The company had a loss of $16 million, or 61 cents a share, compared with earnings of $11.6 million, or 22 cents a share, in the same period a year ago. Revenue totaled $342.7 million, down from $386.3 million last year.
Tom Duff, Wellman's chairman and chief executive, said in a statement that the company's first-quarter sales and earnings were hurt "by the surge in PET resin and polyester staple fiber imports that were caused by the increased raw-material cost advantage Asian polyester producers enjoyed compared to domestic producers during the latter part of 2005, primarily as a result of the Gulf Coast hurricanes."

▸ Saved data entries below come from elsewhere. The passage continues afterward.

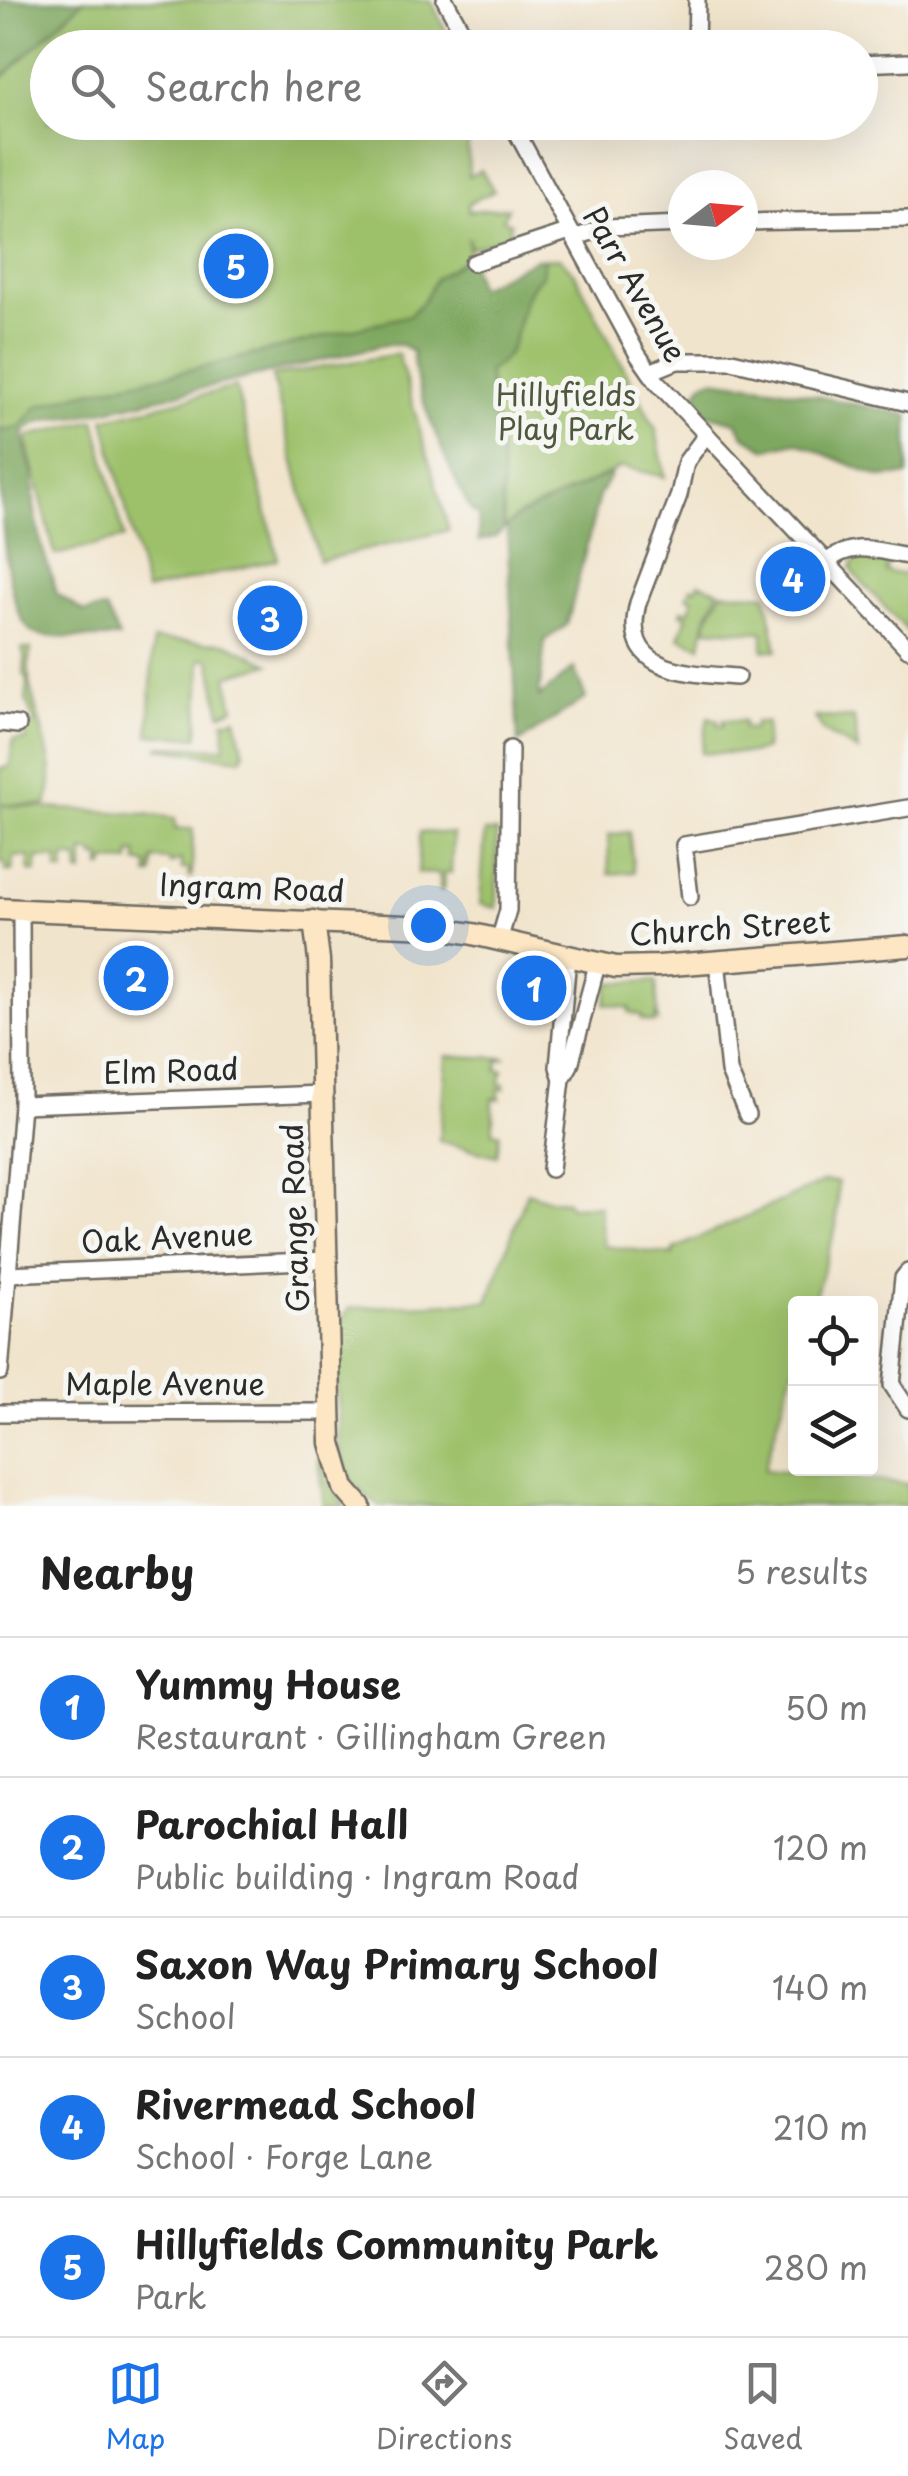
<!DOCTYPE html>
<html lang="en">
<head>
<meta charset="utf-8">
<style>
  :root { --surface:#fff; --page:#f2f2f2; --text:#222; --muted:#767676; --line:#e0e0e0; --accent:#1a73e8 }
  body { margin:0; font-family:"Playpen Sans",sans-serif; background:var(--page); color:var(--text) }
  .controls { position:absolute; right:30px; bottom:30px; display:grid; overflow:hidden; border-radius:10px; box-shadow:0 10px 40px #0002 }
  .controls button { width:90px; height:90px; display:grid; place-items:center; padding:0; border:0; border-bottom:2px solid var(--line); background:var(--surface); color:var(--text); font:50px sans-serif }
  .compass { position:absolute; left:668px; top:170px; width:90px; height:90px; border-radius:50%; background:var(--surface); box-shadow:0 10px 40px #0002; rotate:74deg }
  .you { position:absolute; left:428px; top:925px; width:35px; height:35px; margin:-25px; border:8px solid #fff; border-radius:50%; background:#1a73e8; box-shadow:0 0 0 15px #1a73e833 }
  .badge { display:grid; place-items:center; width:65px; height:65px; border-radius:50%; background:var(--accent); color:#fff; font-size:32px; font-weight:700 }
  .pin { position:absolute; translate:-50% -50%; border:5px solid #fff; box-shadow:0 2px 10px #0006 }
  .list { margin:0; padding:0; list-style:none }
  h2 { display:flex; justify-content:space-between; align-items:center; height:130px; margin:0; padding:0 40px; font-size:42px }
  h2 small { font-size:32px; font-weight:400; color:var(--muted) }
  .list li { display:grid; grid-template-columns:65px 1fr auto; gap:30px; align-items:center; box-sizing:border-box; height:140px; padding:0 40px; border-top:2px solid var(--line) }
  .list b { display:block; font-size:38px; white-space:nowrap }
  .list p { margin:0; font-size:32px; white-space:nowrap; color:var(--muted) }
  .list em { font-size:32px; font-style:normal; color:var(--muted) }
  .icon { flex:none; width:55px; height:55px; fill:none; stroke:currentColor; stroke-width:2; stroke-linecap:round; stroke-linejoin:round }
  .map { position:relative; flex:none; width:908px; height:1506px; overflow:hidden }
  .search { position:absolute; background:var(--surface); box-shadow:0 10px 40px #0002; left:30px; right:30px; top:30px; height:110px; display:flex; align-items:center; gap:25px; box-sizing:border-box; padding:0 35px; border-radius:55px; color:var(--muted); font-size:38px }
  .sheet { height:830px; background:var(--surface) }
  nav { display:flex; justify-content:space-around; align-items:center; box-sizing:border-box; height:140px; border-top:2px solid var(--line); background:var(--surface); font-size:28px; color:var(--muted) }
  nav a { display:grid; justify-items:center; gap:5px }
  nav .on { color:var(--accent) }
  .map>svg:first-child { display:block }
  .green { fill:#9dc16b; stroke:#64764b; stroke-width:2.5 }
  .forest { fill:#7ea75f; stroke:#546945; stroke-width:2.5 }
  .lines { fill:none; stroke-linecap:round; stroke-linejoin:round }
  .street-casing { stroke:#706c63; stroke-width:20 }
  .secondary-casing { stroke:#706c63; stroke-width:25 }
  .street { stroke:#fff; stroke-width:15 }
  .secondary { stroke:#fce6c4; stroke-width:20 }
  .labels { text-anchor:middle; stroke-width:10; stroke-linejoin:round; paint-order:stroke }
  .street-label { font-size:30px; fill:#2b2b2b; stroke:#f6f6f2 }
  .park-label { font-size:30px; fill:#4d583e; stroke:#f6f6f2 }
</style>
</head>
<body>
<div class="map">
<svg width="908" height="1506" viewBox="0 0 908 1506">
  <rect width="100%" height="100%" fill="#f6f6f2"/>
  <filter id="ink" filterUnits="userSpaceOnUse"><feTurbulence type="fractalNoise" baseFrequency=".01" numOctaves="2"/><feDisplacementMap in="SourceGraphic" scale="20" xChannelSelector="R" yChannelSelector="G"/><feConvolveMatrix kernelMatrix="1 2 1 2 8 2 1 2 1" color-interpolation-filters="sRGB"/></filter>
  <filter id="wash" filterUnits="userSpaceOnUse"><feTurbulence type="fractalNoise" baseFrequency=".0048" numOctaves="4" result="noise"/><feDisplacementMap in="SourceGraphic" scale="40" xChannelSelector="R" yChannelSelector="G"/><feGaussianBlur stdDeviation="2.25" result="paint"/><feColorMatrix in="noise" values="0 0 0 0 0 0 0 0 0 0 0 0 0 0 0 0 0 1.4 0 .05"/><feComposite in="paint" operator="in"/></filter>
  <g filter="url(#wash)">
    <rect width="100%" height="100%" fill="#f1e4cc"/>
    <g class="green">
      <polygon points="56,0 431,0 453,47 48,48 48,122 467,123 469,176 481,170 494,191 469,203 468,211 508,208 503,219 511,223 509,230 519,234 470,248 468,237 468,251 478,288 536,259 560,258 575,274 656,430 665,477 622,467 518,516 504,529 410,334 33,414 19,427 0,431 0,56"/>
      <polygon points="398,354 449,530 319,561 272,376"/>
      <polygon points="236,387 278,559 146,591 104,419"/>
      <polygon points="95,420 124,538 55,555 26,437"/>
      <polygon points="864,556 888,560 886,572 908,575 908,632 855,575 851,568 853,562"/>
      <polygon points="699,583 719,591 706,618 701,646 679,638 687,616 681,614 682,610 689,611 693,599 687,597 691,587 696,589"/>
      <polygon points="722,592 766,595 777,650 763,650 763,632 706,629 708,618"/>
      <polygon points="153,640 226,643 270,664 227,676 234,708 221,714 210,660 201,658 198,737 149,735"/>
      <path d="M22 649H31C18 700 66 755 46 805L0 804V768H6L10 764 13 740H26V727L35 724 26 700 28 680 24 674 25 659Z"/>
      <polygon points="708,717 718,720 718,726 723,726 723,720 744,721 744,728 754,729 755,722 767,723 765,749 754,753 701,753"/>
      <polygon points="815,717 854,718 858,751 824,732"/>
      <polygon points="236,718 244,753 241,759 159,748 160,746 225,748 224,721"/>
      <polygon points="0,805 145,814 175,818 175,829 193,829 192,877 189,877 189,869 182,869 181,860 170,864 170,860 153,859 152,875 148,875 148,865 137,862 137,853 131,853 130,862 105,861 104,867 101,867 101,857 94,857 93,852 83,852 83,873 79,873 78,859 65,857 64,871 57,871 57,858 37,858 36,872 29,871 29,857 14,856 12,871 6,871 6,863 1,863"/>
      <polygon points="420,832 453,834 451,873 444,873 443,890 439,890 439,874 418,873"/>
      <polygon points="485,832 497,832 497,908 480,904"/>
      <polygon points="629,832 634,872 609,874 608,835"/>
      <polygon points="656,981 658,1020 655,1016 655,1023 642,1020 642,1016 629,1012 630,1008 605,1004 609,983"/>
      <polygon points="446,1056 506,1058 498,1060 497,1070 503,1070 499,1083 504,1084 504,1089 498,1089 500,1099 493,1098 493,1132 500,1133 497,1156 439,1141"/>
      <polygon points="825,1181 838,1182 836,1227 813,1303 796,1304 795,1363 764,1470 908,1484 908,1506 379,1506 353,1485 339,1447 336,1328 350,1308 488,1301 527,1192 547,1199 567,1201 569,1206 599,1205 604,1246 673,1255 674,1249"/>
      <polygon points="318,1459 322,1459 329,1483 345,1506 324,1506"/>
    </g>
    <g class="forest">
      <polygon points="0,0 84,0 0,80"/>
      <path d="M469 257 478 288 536 259H544L542 275C507 307 530 349 488 372L501 459 504 529 495 537 479 541 478 513H473C455 483 411 385 413 352L402 345H384C285 370 185 392 85 415 64 420 35 415 22 435L33 475 34 506 42 547 57 594 84 612 106 609 119 638C103 638 43 639 33 633 0 608 0 478 0 431L19 427 38 406 81 393 208 366 410 315 423 301 436 278Z"/>
      <polygon points="712,379 778,388 908,415 908,475 880,477 796,442 767,449 744,436 736,422 705,414 696,394 702,384"/>
      <polygon points="612,472 599,496 567,625 545,640 539,697 574,668 586,698 518,743 507,526 518,516"/>
    </g>
  </g>
  <g filter="url(#ink)">
    <g class="lines">
      <defs>
        <g id="street">
          <polyline points="445,0 471,48"/>
          <polyline points="696,48 697,0"/>
          <polyline points="860,64 908,62"/>
          <polyline points="511,122 638,355 657,382 908,649"/>
          <polyline points="743,222 908,219"/>
          <polyline points="574,238 606,227 683,224"/>
          <polyline points="473,263 570,231"/>
          <polyline points="650,372 677,361 732,361 908,403"/>
          <path d="M706 435 686 462 679 495 638 603C620 673 687 673 737 677"/>
          <path d="M826 562C854 540 875 551 908 556"/>
          <polyline points="0,723 18,725"/>
          <polyline points="690,897 684,845 908,808"/>
          <polyline points="499,941 508,910 510,749"/>
          <polyline points="717,961 729,1071 747,1115"/>
          <polyline points="562,1079 558,1067 568,958"/>
          <polyline points="22,1105 322,1094"/>
          <polyline points="551,1169 562,1079 570,1065 597,965"/>
          <polyline points="908,1272 903,1278 892,1385 908,1409"/>
          <polyline points="8,1274 327,1260"/>
          <polyline points="0,1372 22,1105 21,910"/>
          <polyline points="0,1413 330,1412"/>
        </g>
        <g id="secondary">
          <polyline points="0,909 430,927 473,934 616,967 659,966 908,946"/>
          <polyline points="314,921 319,960 331,1443 344,1488 360,1506"/>
        </g>
      </defs>
      <use href="#street" class="street-casing"/>
      <use href="#secondary" class="secondary-casing"/>
      <use href="#street" class="street"/>
      <use href="#secondary" class="secondary"/>
    </g>
  </g>
  <g class="labels">
    <g class="street-label">
      <text transform="translate(634 285) rotate(60)" y="10">Parr Avenue</text>
      <text transform="translate(252 889) rotate(2)" y="10">Ingram Road</text>
      <text transform="translate(730 929) rotate(-4)" y="10">Church Street</text>
      <text transform="translate(171 1072) rotate(-2)" y="10">Elm Road</text>
      <text transform="translate(296 1218) rotate(-92)" y="10">Grange Road</text>
      <text transform="translate(167 1239) rotate(-3)" y="10">Oak Avenue</text>
      <text x="165" y="1395">Maple Avenue</text>
    </g>
    <g class="park-label">
      <text x="566" y="406">Hillyfields<tspan x="566" dy="34">Play Park</tspan></text>
    </g>
  </g>
</svg>
<div class="controls">
<button><svg class="icon" aria-label="locate" viewBox="0 0 24 24"><circle cx="12" cy="12" r="6"/><path d="M12 2v4M12 18v4M2 12h4M18 12h4"/></svg></button>
<button><svg class="icon" aria-label="layers" viewBox="0 0 24 24"><path d="M12 4l9 5-9 5-9-5zM3 14l9 5 9-5"/></svg></button>
</div>
<svg class="compass" viewBox="-18 -18 36 36"><path d="M0-13l5 13h-10z" fill="#e53935"/><path d="M0 13l5-13h-10z" fill="#767676"/></svg>
<div class="you"></div>
<div class="pin badge" style="left:534px;top:988px">1</div>
<div class="pin badge" style="left:136px;top:978px">2</div>
<div class="pin badge" style="left:270px;top:618px">3</div>
<div class="pin badge" style="left:793px;top:579px">4</div>
<div class="pin badge" style="left:236px;top:266px">5</div>
<div class="search"><svg class="icon" aria-label="search" viewBox="0 0 24 24"><circle cx="10" cy="10" r="6"/><path d="M15 15l6 6"/></svg>Search here</div>
</div>
<section class="sheet">
<h2>Nearby<small>5 results</small></h2>
<ul class="list">
<li><span class="badge">1</span><div><b>Yummy House</b><p>Restaurant · Gillingham Green</p></div><em>50 m</em></li>
<li><span class="badge">2</span><div><b>Parochial Hall</b><p>Public building · Ingram Road</p></div><em>120 m</em></li>
<li><span class="badge">3</span><div><b>Saxon Way Primary School</b><p>School</p></div><em>140 m</em></li>
<li><span class="badge">4</span><div><b>Rivermead School</b><p>School · Forge Lane</p></div><em>210 m</em></li>
<li><span class="badge">5</span><div><b>Hillyfields Community Park</b><p>Park</p></div><em>280 m</em></li>
</ul>
</section>
<nav>
<a class="on"><svg class="icon" aria-label="map" viewBox="0 0 24 24"><path d="M3 6l6-2 6 2 6-2v14l-6 2-6-2-6 2zM9 4v14M15 6v14"/></svg>Map</a>
<a><svg class="icon" aria-label="directions" viewBox="0 0 24 24"><path d="M12 3l9 9-9 9-9-9zM9 14v-3h6M13 9l2 2-2 2"/></svg>Directions</a>
<a><svg class="icon" aria-label="saved" viewBox="0 0 24 24"><path d="M7 4h10v16l-5-4-5 4z"/></svg>Saved</a>
</nav>
</body>
</html>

Shares of Wellman sank $1.42, or 20.6%, to $5.48.Monaco Coach (MNC) took the high road after the Coburg, Ore., recreational-vehicle maker surged by Wall Street's first-quarter estimates. Revenue increased 17% from last year to $385.1 million. Earnings rose to $8.3 million, or 28 cents a share, from $5.3 million and 18 cents a share, a year ago. Analysts were looking for earnings of 11 cents on revenue of $344.4 million. For the second quarter, Monaco forecast sales of $375 million to $385 million, above analysts' consensus estimate of $352.4 million. Full-year sales are expected to be in the range of $1.45 billion to $1.48 billion, while Wall Street is calling for $1.41 billion. Shares of Monaco rose $1.57, or 12.8%, to $13.82. Keithley Instruments (KEI) was advancing after the Solon, Ohio, electronic-instruments company beat analysts' second-quarter earnings expectations. The company said sales rose 5% from a year ago to $39.7 million. Keithley earned $2.1 million, or 13 cents a share, including about $400,000, or 2 cents a share, in expenses for stock-based compensation. Last year's earnings totaled $3.2 million and 19 cents a share.